__Source information__.
□ □ □ □ □

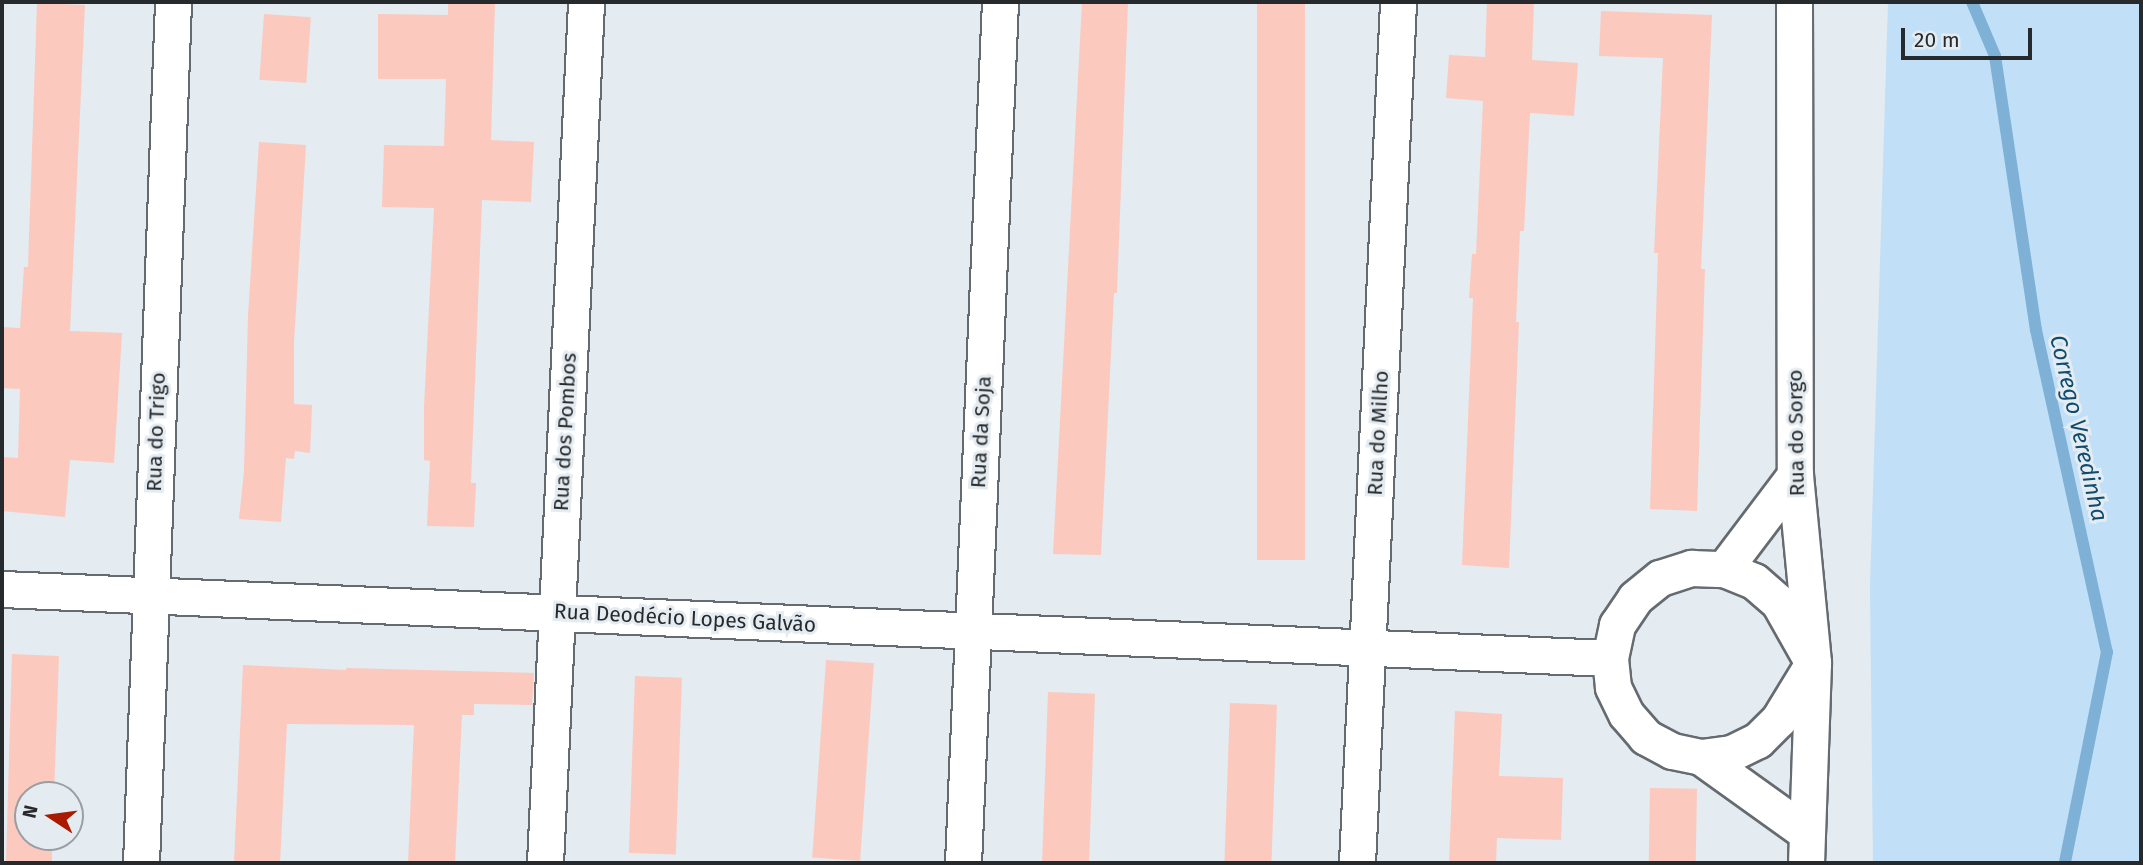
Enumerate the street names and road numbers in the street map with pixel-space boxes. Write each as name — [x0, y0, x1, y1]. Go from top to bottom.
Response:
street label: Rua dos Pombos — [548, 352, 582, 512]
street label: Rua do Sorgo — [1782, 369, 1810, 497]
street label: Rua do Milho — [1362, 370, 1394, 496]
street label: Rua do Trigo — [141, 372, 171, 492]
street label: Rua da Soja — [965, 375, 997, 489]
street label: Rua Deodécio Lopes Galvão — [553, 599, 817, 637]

□ □ □ □ □

__Instructions to follow__.
Drop the pictures, then repeat the material word for word.

__Response to the exercise__.
Enumerate the street names and road numbers in the street map with pixel-space boxes. Write each as name — [x0, y0, x1, y1]. Go from top to bottom.
Response:
street label: Rua dos Pombos — [548, 352, 582, 512]
street label: Rua do Sorgo — [1782, 369, 1810, 497]
street label: Rua do Milho — [1362, 370, 1394, 496]
street label: Rua do Trigo — [141, 372, 171, 492]
street label: Rua da Soja — [965, 375, 997, 489]
street label: Rua Deodécio Lopes Galvão — [553, 599, 817, 637]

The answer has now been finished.